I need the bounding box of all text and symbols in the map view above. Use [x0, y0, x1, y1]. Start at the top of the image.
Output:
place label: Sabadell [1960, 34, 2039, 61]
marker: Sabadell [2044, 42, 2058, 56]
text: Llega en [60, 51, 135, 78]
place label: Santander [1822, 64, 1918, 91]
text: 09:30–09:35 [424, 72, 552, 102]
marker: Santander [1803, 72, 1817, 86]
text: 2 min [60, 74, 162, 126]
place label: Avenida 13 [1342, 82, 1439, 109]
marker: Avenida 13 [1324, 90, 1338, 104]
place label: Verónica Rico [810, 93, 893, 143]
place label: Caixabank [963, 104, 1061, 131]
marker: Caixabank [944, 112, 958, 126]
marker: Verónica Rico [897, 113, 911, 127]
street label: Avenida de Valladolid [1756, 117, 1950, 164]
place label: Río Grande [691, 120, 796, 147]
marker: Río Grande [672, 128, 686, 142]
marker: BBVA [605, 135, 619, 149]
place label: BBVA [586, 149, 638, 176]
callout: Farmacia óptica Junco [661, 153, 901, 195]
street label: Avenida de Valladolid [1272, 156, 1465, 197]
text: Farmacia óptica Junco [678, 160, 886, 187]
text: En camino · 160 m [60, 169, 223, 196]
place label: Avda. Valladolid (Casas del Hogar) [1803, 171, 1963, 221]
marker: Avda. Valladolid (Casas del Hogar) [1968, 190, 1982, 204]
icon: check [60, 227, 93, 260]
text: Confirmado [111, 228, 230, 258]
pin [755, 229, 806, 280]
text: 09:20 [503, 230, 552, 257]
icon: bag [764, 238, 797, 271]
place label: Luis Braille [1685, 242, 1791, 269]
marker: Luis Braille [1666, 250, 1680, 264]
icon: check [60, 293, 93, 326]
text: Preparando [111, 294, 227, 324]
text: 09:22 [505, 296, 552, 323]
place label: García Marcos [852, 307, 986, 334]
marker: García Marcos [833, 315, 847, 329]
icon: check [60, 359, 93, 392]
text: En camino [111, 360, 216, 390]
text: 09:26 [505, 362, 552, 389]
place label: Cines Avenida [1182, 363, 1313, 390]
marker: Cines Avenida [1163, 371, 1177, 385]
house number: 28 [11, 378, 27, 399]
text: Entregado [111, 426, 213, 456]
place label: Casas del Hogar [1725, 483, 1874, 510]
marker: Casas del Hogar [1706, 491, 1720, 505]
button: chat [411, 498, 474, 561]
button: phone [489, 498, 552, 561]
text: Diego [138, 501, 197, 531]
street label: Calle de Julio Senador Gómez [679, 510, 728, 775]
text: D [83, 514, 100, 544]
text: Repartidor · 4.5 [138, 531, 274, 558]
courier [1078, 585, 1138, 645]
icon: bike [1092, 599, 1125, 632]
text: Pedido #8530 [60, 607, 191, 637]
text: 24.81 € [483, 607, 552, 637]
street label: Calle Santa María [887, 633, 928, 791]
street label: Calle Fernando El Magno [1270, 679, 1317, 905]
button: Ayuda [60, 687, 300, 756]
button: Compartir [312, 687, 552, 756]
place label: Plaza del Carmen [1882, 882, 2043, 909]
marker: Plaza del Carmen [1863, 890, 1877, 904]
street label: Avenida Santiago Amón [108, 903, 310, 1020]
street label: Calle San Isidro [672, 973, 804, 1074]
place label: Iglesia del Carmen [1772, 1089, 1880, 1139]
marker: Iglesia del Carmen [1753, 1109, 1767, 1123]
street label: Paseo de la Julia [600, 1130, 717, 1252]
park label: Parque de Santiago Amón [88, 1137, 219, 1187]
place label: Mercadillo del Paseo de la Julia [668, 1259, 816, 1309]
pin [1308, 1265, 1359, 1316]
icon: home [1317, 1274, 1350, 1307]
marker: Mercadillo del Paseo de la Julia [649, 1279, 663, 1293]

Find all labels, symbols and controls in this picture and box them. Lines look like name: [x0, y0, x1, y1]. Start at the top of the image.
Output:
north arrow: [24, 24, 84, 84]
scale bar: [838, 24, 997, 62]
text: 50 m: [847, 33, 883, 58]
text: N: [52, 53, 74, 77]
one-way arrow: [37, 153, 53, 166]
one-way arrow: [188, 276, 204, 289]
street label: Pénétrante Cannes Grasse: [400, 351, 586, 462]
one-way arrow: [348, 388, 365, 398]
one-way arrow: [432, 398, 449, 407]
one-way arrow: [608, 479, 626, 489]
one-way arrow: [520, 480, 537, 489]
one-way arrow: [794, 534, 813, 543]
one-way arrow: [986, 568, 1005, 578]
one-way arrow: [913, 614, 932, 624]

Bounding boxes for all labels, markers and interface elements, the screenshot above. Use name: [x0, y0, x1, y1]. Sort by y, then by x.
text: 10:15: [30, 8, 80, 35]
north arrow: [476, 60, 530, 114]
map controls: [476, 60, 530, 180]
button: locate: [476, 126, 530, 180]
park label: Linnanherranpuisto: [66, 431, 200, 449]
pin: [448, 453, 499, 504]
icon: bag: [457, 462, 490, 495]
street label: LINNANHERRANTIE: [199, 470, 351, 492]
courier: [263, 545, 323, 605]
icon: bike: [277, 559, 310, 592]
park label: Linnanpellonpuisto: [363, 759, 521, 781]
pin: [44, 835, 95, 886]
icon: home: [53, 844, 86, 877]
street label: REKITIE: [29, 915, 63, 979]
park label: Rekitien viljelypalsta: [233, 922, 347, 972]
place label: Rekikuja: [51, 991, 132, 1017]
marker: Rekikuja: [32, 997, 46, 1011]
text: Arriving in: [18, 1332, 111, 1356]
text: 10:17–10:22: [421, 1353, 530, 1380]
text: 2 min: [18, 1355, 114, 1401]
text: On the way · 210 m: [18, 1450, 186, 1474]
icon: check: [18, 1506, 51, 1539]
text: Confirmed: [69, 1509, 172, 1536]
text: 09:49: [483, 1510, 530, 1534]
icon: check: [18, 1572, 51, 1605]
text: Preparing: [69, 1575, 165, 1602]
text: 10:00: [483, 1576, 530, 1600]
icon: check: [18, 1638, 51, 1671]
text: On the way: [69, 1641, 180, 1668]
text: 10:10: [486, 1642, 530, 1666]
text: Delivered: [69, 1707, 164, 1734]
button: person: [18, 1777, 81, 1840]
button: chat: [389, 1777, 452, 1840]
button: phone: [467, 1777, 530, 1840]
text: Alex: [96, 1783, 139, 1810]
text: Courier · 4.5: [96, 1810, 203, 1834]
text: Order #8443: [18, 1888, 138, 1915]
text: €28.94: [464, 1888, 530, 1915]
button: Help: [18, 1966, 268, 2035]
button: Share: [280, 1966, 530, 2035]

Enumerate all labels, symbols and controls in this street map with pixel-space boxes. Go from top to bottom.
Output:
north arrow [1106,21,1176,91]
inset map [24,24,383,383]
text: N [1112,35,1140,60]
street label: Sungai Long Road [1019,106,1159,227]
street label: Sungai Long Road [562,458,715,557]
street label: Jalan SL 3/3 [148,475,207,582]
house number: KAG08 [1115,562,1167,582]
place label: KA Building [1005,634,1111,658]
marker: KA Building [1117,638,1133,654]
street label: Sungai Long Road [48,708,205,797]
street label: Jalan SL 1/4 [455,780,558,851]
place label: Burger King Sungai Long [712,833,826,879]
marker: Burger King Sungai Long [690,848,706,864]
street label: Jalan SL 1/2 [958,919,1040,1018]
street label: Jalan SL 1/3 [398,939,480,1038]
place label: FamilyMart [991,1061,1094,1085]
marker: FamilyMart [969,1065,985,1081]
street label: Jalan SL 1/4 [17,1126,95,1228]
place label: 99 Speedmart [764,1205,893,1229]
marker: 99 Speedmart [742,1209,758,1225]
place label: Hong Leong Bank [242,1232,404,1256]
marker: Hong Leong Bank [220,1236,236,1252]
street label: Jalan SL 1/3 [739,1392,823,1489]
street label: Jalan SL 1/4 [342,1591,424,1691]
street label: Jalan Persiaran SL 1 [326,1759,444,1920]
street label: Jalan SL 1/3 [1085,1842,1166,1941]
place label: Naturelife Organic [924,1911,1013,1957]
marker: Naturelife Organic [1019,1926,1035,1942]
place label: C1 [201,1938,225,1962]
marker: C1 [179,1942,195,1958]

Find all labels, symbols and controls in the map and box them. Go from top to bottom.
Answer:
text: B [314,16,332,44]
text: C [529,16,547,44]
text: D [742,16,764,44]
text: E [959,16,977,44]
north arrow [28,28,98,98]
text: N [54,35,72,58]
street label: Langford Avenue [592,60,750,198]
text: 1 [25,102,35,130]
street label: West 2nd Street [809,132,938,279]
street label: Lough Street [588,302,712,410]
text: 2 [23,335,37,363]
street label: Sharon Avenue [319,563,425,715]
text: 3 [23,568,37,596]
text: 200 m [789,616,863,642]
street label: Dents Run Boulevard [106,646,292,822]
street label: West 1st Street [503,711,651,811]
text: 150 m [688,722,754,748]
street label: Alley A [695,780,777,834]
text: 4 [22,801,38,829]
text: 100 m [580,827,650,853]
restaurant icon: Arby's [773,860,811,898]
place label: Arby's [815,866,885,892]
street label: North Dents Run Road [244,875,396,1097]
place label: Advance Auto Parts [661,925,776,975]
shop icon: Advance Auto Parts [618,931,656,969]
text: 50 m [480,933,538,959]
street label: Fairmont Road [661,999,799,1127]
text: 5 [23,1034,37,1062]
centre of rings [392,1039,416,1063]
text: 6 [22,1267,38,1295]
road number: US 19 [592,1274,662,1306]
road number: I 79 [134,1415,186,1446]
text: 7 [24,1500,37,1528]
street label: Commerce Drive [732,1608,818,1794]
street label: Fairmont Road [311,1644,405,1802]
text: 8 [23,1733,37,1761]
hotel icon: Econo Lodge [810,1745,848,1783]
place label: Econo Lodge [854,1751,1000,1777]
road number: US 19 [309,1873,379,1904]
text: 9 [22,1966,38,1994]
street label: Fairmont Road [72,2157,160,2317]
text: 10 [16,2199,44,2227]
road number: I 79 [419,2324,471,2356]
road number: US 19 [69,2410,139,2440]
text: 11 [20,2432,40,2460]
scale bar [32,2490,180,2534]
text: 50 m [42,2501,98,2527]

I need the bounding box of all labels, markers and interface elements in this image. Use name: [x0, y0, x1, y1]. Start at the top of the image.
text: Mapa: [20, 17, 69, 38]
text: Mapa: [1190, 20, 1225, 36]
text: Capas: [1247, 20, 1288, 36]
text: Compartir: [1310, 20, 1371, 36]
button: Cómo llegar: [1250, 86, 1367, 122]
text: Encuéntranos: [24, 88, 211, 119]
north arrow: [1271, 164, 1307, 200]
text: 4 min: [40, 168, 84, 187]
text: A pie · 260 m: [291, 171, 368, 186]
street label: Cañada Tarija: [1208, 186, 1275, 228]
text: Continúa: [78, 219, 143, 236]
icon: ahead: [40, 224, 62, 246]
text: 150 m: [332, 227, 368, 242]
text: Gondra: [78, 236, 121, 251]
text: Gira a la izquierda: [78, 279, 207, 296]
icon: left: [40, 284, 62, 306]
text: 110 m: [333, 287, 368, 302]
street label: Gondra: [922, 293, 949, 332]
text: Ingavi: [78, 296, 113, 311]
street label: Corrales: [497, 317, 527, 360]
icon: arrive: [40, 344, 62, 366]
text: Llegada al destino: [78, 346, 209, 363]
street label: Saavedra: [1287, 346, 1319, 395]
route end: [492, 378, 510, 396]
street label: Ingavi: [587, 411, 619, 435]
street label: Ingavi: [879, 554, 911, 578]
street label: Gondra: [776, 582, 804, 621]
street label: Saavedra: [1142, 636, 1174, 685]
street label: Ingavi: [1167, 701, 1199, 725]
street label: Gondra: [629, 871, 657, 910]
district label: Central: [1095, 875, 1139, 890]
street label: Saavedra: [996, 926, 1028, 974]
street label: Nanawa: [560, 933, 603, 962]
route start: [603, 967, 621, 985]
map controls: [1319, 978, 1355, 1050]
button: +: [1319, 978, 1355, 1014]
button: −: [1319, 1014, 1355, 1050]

:: Assignment ::
Once you have found every line in the listing that holds the string "BBVA", copy each of them.

:: Output of the task ::
marker: BBVA [605, 135, 619, 149]
place label: BBVA [586, 149, 638, 176]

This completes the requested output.